Myers, evidently furious, was about to quell this style of talk with cold authority; but Hadley’s glance at him was even colder.
“Did you hear them saying anything?”
“Only good night, that I remember.”
“Did they go directly to their rooms?”
“Yes, sir. They all stood with their hands on the knobs of the doors, looking round, as though they were waiting for a signal or something; and then all of a sudden they all turned round together and went into their own rooms.”
Hadley studied his note-book; then he turned to Myers.
“First, about this bracelet: when did you hear it had been left behind in this room?”
“Eight o’clock this morning, sir
, when I came on duty,” replied the other instantly. He had a good parade-ground manner of giving evidence, and he was on his mettle. His answers bristled up as though you had given him a shake by the shoulders. “I’m the day-porter, you see, and I come on duty at eight. But Billings, the night man, told me about it when he went off duty. Mrs. Jopley-Dunne, who occupied this room last, had telephoned last night about the bracelet. Mrs. Jopley-Dunne was then staying overnight with friends in Winchester, intending to go on to Southampton next day to catch the Directoire. But she telephoned so late that Billings would not disturb Mrs. Kent at that hour.”

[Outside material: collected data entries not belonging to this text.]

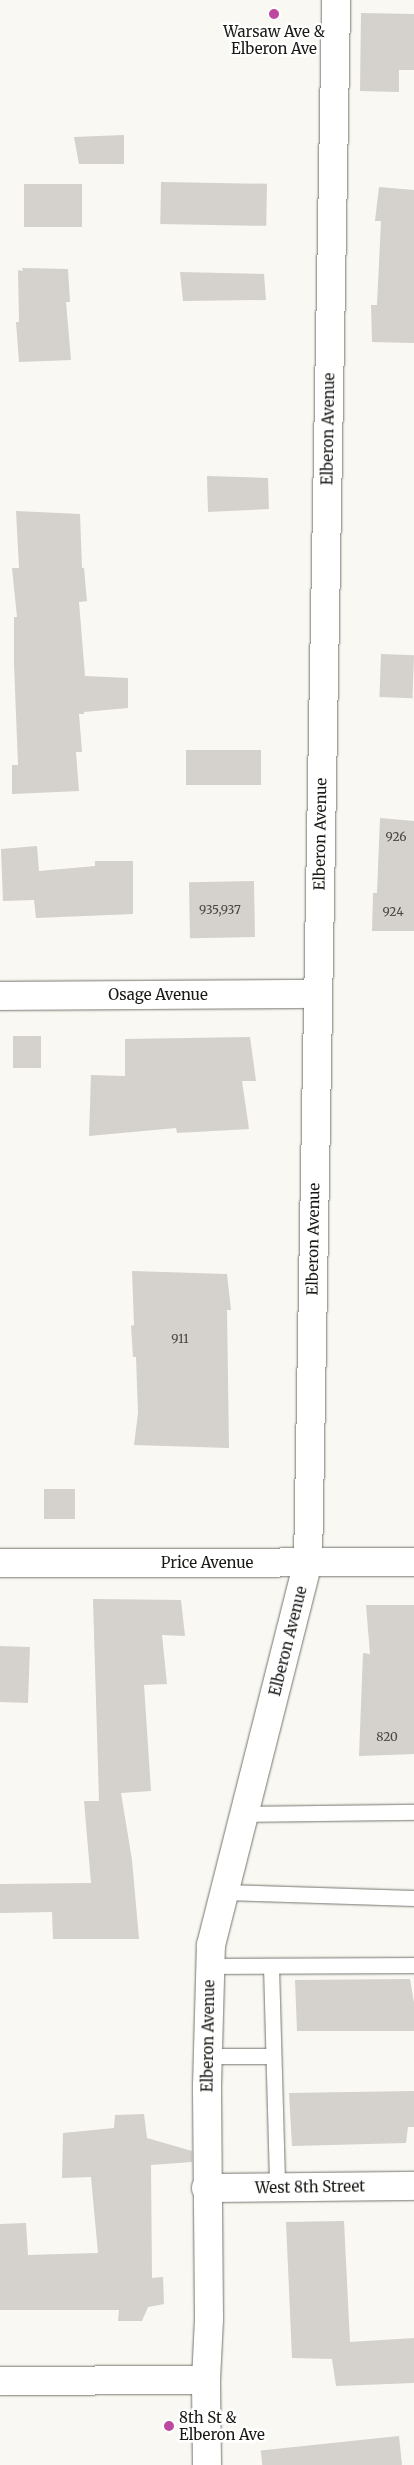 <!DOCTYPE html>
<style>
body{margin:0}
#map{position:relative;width:414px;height:2465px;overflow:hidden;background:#f9f8f2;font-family:Merriweather,serif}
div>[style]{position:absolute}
.building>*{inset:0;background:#d5d1cc;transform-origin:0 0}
.roads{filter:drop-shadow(0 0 1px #75746e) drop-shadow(0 0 1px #75746e)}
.lane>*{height:15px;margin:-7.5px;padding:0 7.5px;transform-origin:7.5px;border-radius:7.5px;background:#fff}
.street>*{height:28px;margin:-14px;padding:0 14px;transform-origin:14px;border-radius:14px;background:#fff}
.secondary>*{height:28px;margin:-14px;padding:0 14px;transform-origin:14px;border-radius:14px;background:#fff}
.dots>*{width:14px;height:14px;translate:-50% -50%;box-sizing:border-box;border:2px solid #fff;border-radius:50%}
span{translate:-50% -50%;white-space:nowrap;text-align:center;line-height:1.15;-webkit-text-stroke:5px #fff;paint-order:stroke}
.number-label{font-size:12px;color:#484744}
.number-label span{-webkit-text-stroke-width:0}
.poi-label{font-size:15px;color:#191916}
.left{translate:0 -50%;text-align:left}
.street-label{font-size:15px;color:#191916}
</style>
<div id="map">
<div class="building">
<div style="clip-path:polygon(361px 13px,414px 14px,414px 70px,399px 70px,399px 92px,360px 91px)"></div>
<div style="clip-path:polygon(124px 135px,124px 164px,79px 164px,74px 137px)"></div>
<div style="left:161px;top:182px;width:106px;height:42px;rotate:1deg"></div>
<div style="left:24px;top:184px;width:58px;height:43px"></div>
<div style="clip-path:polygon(379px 187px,414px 190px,414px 343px,372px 342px,371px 305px,377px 305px,381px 221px,375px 221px)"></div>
<div style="clip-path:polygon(22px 268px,68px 269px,70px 302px,66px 302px,71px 360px,19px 362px,16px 322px,19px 322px,18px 270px,23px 271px)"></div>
<div style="clip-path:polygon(180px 272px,264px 274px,266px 300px,183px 301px)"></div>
<div style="clip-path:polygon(207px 476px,268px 478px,269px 509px,208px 512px)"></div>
<div style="clip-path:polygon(16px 511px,80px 514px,82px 568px,84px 568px,87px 601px,79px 602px,85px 676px,128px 678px,128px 708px,84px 712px,84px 714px,79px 714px,82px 752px,76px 752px,79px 791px,12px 794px,12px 765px,18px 765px,14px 664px,14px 617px,17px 617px,12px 568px,19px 568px)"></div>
<div style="left:381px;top:654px;width:33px;height:43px;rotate:2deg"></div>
<div style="left:186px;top:750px;width:75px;height:35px"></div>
<div style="clip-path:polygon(380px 818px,414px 821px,414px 931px,372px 931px,373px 893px,377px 893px)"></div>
<div style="clip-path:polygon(37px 846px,39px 871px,95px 866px,95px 861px,133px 861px,133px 914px,36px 918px,34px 900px,3px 901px,1px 849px)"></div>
<div style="left:254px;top:881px;width:56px;height:65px;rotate:89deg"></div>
<div style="left:13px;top:1036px;width:28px;height:32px"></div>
<div style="clip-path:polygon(250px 1037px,256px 1081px,242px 1081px,249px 1129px,177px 1133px,176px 1128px,89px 1136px,91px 1075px,125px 1076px,125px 1039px)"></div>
<div style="clip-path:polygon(132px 1271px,227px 1274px,231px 1310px,227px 1310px,229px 1448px,134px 1445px,138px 1413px,136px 1357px,133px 1357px,131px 1326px,134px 1325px)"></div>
<div style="left:75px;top:1489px;width:30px;height:31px;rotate:90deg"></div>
<div style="clip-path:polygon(93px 1599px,181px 1600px,185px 1636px,162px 1635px,167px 1684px,144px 1685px,151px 1791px,121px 1793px,132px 1860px,139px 1939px,53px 1939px,52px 1912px,0 1913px,0 1884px,91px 1883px,84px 1801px,99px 1801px)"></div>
<div style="clip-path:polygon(366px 1605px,414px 1605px,414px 1754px,359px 1756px,363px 1653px,370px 1654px)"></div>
<div style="left:0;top:1646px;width:30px;height:56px;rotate:2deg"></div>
<div style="clip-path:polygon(410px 1979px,414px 2003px,414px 2031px,297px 2031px,295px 1980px)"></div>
<div style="clip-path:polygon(414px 2091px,414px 2127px,408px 2127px,406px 2143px,292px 2146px,289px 2093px)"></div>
<div style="clip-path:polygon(144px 2114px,147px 2138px,192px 2151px,192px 2162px,151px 2165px,152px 2278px,163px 2277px,164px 2304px,148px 2307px,142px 2321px,118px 2321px,119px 2310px,0 2310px,0 2224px,26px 2223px,28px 2255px,98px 2253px,91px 2177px,62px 2178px,63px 2133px,114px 2128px,115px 2115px)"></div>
<div style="clip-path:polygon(344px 2221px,350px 2342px,414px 2338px,414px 2383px,336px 2386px,332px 2359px,292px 2358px,286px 2222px)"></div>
<div style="left:399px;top:2436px;width:29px;height:139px;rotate:84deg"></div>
</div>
<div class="roads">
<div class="lane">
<div style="left:244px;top:1814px;width:170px;rotate:-0.7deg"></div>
<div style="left:224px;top:1892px;width:190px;rotate:1.8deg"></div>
<div style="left:210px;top:1966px;width:204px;rotate:-0.3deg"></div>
<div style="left:271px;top:1966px;width:221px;rotate:88.4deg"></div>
<div style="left:207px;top:2056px;width:65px"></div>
</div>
<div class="street">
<div style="left:0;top:996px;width:317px;rotate:-0.4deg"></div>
<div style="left:0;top:1563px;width:414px;rotate:-0.1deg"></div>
<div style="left:206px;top:2188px;width:208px;rotate:-0.6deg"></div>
</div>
<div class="secondary">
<div style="left:0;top:2381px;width:206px;rotate:-0.3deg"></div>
<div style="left:207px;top:2465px;width:85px;rotate:-90.7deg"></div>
<div style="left:206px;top:2380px;width:61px;rotate:-87.2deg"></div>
<div style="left:209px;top:2319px;width:233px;rotate:-90.5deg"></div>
<div style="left:207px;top:2086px;width:141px;rotate:-88.4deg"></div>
<div style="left:211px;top:1945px;width:394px;rotate:-75.8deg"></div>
<div style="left:308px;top:1563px;width:1563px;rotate:-88.97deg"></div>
</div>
</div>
<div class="dots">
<div style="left:274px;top:14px;background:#bd489f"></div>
<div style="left:169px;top:2426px;background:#bd489f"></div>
</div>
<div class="number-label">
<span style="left:396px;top:837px">926</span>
<span style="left:220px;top:910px">935,937</span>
<span style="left:393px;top:912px">924</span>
<span style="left:180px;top:1339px">911</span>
<span style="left:387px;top:1737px">820</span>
</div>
<div class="poi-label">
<span style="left:274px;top:40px">Warsaw Ave &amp;<br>Elberon Ave</span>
<span class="left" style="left:179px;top:2426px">8th St &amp;<br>Elberon Ave</span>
</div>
<div class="street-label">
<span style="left:328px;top:429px;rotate:-89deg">Elberon Avenue</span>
<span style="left:320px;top:834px;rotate:-89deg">Elberon Avenue</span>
<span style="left:158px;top:995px">Osage Avenue</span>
<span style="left:313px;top:1239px;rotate:-89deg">Elberon Avenue</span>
<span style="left:207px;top:1563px">Price Avenue</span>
<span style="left:288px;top:1641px;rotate:-76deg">Elberon Avenue</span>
<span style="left:208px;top:2036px;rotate:-89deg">Elberon Avenue</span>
<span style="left:310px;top:2187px;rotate:-1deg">West 8th Street</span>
</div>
</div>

“What hour? Do you know when the call came through?”
“Yes, sir, there’s always a record. At 11:50.”
“At 11:50?” the superintendent repeated quickly. “Was anyone sent up here to inquire?”

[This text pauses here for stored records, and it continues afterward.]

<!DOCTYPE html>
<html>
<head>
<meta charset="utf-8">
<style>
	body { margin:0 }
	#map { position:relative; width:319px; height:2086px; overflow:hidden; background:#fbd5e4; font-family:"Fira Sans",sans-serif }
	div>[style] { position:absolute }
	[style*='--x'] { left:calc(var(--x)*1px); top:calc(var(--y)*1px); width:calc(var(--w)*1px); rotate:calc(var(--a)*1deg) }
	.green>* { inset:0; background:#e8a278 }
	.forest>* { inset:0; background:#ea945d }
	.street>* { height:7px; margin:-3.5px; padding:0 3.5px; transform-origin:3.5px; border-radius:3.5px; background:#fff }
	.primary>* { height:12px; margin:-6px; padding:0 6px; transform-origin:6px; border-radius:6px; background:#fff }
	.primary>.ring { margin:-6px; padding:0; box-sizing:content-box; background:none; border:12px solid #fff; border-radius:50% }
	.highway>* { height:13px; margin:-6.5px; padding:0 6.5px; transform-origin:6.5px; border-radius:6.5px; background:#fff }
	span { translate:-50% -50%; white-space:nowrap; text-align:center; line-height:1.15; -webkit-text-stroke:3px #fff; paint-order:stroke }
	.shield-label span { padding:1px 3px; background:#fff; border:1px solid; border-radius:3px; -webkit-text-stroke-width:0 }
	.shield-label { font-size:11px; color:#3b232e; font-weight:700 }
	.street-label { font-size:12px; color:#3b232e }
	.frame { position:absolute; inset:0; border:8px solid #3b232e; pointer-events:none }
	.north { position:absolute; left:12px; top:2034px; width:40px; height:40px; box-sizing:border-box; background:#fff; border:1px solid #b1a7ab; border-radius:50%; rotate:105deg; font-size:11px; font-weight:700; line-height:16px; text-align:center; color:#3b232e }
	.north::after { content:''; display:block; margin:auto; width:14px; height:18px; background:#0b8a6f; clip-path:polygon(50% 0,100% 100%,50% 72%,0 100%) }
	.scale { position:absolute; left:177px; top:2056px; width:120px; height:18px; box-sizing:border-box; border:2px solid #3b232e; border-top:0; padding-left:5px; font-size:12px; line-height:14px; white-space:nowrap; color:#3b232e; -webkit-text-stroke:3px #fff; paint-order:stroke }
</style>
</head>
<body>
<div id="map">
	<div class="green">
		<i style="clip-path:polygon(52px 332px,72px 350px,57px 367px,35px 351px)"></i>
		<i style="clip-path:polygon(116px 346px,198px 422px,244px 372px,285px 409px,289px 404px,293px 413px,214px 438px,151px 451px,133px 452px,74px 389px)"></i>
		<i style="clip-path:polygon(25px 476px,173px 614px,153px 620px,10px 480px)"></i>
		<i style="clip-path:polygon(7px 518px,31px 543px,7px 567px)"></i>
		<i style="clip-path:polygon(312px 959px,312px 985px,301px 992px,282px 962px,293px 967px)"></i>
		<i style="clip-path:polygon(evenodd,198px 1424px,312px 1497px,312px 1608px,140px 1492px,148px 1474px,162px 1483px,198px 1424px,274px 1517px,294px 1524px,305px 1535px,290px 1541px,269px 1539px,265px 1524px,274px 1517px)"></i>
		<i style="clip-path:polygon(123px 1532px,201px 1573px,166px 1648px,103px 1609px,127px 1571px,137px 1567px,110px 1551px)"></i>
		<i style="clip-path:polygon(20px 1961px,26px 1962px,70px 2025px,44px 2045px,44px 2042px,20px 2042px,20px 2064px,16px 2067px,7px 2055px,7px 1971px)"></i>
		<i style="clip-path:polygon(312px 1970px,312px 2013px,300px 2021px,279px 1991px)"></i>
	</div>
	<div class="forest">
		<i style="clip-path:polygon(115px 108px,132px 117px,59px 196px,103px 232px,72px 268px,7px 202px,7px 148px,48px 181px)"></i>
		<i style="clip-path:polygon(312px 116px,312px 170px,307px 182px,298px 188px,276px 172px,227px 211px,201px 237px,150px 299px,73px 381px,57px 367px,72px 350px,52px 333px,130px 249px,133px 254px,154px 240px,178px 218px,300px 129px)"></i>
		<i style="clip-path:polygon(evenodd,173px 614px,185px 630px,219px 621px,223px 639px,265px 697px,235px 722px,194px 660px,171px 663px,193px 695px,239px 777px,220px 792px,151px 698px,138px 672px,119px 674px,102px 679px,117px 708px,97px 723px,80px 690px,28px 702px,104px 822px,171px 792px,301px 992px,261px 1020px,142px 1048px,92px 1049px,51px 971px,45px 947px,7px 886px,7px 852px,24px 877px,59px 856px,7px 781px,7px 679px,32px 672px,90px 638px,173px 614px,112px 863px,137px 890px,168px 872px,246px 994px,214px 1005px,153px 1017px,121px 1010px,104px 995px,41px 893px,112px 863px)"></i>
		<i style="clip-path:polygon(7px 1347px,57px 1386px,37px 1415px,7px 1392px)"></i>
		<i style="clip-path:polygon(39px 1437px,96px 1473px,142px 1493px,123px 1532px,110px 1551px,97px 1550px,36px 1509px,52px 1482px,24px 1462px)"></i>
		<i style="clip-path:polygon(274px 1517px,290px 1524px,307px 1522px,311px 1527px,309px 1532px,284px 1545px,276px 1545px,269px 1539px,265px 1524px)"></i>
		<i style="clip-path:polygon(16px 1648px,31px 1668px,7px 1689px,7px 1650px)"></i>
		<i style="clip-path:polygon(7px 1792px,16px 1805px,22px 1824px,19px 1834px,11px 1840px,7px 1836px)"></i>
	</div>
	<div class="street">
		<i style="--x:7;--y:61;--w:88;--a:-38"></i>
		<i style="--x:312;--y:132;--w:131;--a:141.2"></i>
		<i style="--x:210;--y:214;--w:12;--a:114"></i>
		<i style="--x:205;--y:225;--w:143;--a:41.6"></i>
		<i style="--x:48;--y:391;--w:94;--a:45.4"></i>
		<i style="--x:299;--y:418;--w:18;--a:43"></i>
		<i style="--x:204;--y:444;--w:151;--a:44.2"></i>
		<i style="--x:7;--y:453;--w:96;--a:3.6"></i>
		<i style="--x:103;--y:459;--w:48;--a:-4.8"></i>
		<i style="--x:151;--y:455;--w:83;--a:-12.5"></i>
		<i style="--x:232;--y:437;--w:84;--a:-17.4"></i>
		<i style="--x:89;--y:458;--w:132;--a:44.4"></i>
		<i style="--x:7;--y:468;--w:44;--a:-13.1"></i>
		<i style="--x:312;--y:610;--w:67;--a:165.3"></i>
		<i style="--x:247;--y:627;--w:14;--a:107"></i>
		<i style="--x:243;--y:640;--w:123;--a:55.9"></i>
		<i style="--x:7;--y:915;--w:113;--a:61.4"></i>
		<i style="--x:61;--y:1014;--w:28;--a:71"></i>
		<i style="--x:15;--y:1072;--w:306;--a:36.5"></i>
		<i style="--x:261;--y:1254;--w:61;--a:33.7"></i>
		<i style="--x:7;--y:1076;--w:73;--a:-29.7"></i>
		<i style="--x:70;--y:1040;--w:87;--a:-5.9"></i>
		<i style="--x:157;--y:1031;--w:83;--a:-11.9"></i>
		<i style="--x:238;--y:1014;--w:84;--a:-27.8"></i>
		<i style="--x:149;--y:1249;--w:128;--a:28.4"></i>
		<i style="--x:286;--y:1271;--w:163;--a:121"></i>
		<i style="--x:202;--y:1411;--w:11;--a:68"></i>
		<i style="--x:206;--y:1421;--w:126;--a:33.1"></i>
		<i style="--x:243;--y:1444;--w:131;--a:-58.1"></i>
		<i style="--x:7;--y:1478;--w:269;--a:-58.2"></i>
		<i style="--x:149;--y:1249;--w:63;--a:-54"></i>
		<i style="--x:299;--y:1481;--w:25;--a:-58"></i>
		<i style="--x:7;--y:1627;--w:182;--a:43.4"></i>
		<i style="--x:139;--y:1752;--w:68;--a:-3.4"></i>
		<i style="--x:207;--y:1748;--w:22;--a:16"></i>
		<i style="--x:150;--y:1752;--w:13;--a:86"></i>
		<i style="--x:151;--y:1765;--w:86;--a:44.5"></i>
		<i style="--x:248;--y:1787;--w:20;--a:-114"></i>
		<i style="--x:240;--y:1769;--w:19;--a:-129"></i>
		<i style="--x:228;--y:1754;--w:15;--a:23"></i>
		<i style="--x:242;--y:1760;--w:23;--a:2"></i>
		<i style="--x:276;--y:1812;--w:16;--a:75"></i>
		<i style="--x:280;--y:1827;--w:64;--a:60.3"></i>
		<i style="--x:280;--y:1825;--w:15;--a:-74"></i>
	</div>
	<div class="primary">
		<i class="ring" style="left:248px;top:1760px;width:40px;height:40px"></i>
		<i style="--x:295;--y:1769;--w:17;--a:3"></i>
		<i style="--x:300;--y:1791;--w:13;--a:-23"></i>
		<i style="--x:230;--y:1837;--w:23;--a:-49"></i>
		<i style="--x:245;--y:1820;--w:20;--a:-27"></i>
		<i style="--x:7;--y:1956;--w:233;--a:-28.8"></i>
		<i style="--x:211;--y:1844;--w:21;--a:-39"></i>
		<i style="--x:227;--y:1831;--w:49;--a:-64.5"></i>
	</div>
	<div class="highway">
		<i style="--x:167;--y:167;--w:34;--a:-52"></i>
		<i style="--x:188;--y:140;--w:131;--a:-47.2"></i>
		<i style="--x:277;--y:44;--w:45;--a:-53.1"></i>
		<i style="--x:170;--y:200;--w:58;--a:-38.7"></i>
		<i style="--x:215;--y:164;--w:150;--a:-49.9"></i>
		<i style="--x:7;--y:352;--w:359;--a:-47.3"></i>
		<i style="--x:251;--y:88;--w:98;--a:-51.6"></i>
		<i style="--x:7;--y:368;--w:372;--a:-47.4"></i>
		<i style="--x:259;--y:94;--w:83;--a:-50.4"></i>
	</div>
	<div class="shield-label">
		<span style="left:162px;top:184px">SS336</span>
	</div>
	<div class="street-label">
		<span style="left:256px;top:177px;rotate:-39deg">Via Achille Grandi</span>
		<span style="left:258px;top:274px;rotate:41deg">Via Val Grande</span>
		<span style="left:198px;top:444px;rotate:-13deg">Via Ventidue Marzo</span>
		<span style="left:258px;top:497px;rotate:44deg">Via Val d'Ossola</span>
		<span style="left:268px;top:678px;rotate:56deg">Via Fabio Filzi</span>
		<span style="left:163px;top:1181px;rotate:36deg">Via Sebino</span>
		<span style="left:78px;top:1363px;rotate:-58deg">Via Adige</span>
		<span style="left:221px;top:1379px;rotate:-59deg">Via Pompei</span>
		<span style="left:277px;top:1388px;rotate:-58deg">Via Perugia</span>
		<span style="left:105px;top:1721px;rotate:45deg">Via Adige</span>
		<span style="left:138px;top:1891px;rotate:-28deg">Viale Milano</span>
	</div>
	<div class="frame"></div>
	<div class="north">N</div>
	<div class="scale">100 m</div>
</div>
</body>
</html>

“No, sir, nor even telephone. As I say, he would not disturb Mrs. Kent at that hour.”
“Where were you at that time, by the way?”
“Me sir? I was at my home, in bed.” A new, somewhat hoarser tone, had come into Myers’s voice; he showed a land of Gibraltaresque surprise.
“Go on: about next morning.”
Myers retold the familiar story. “—so you see, sir, Billings had already sent up a page-boy at seven-thirty, and the page said there was a ‘quiet’ sign on the door. When I came on duty, and Billings passed the word along to me, Hubbard (that’s one of the under-porters) said he thought the gentleman in 707 was just finishing his breakfast in the dining-room. I took the liberty of asking this gentleman, thinking naturally—you understand.
“We went upstairs. I got the chambermaid to open the door, and he went in. He asked me to wait outside, of course. When he had been gone about two or three minutes, and there was no sound out of the room, I tapped on the door: meaning to tell him, you see, sir, that the matter could wait if he could not find the bracelet. There was no answer to that. A minute or so later I tapped again; I was beginning to think it was queer. Then my coat or something brushed that sign on the door. It had been turned round so that the dead-woman part was facing the wall, and I hadn’t seen it until then.” Myers drew a quick whistling breath. “Well, sir, I knew I was taking a responsibility, but I asked the maid to open the door. And I went in. This gentleman—wasn’t there.”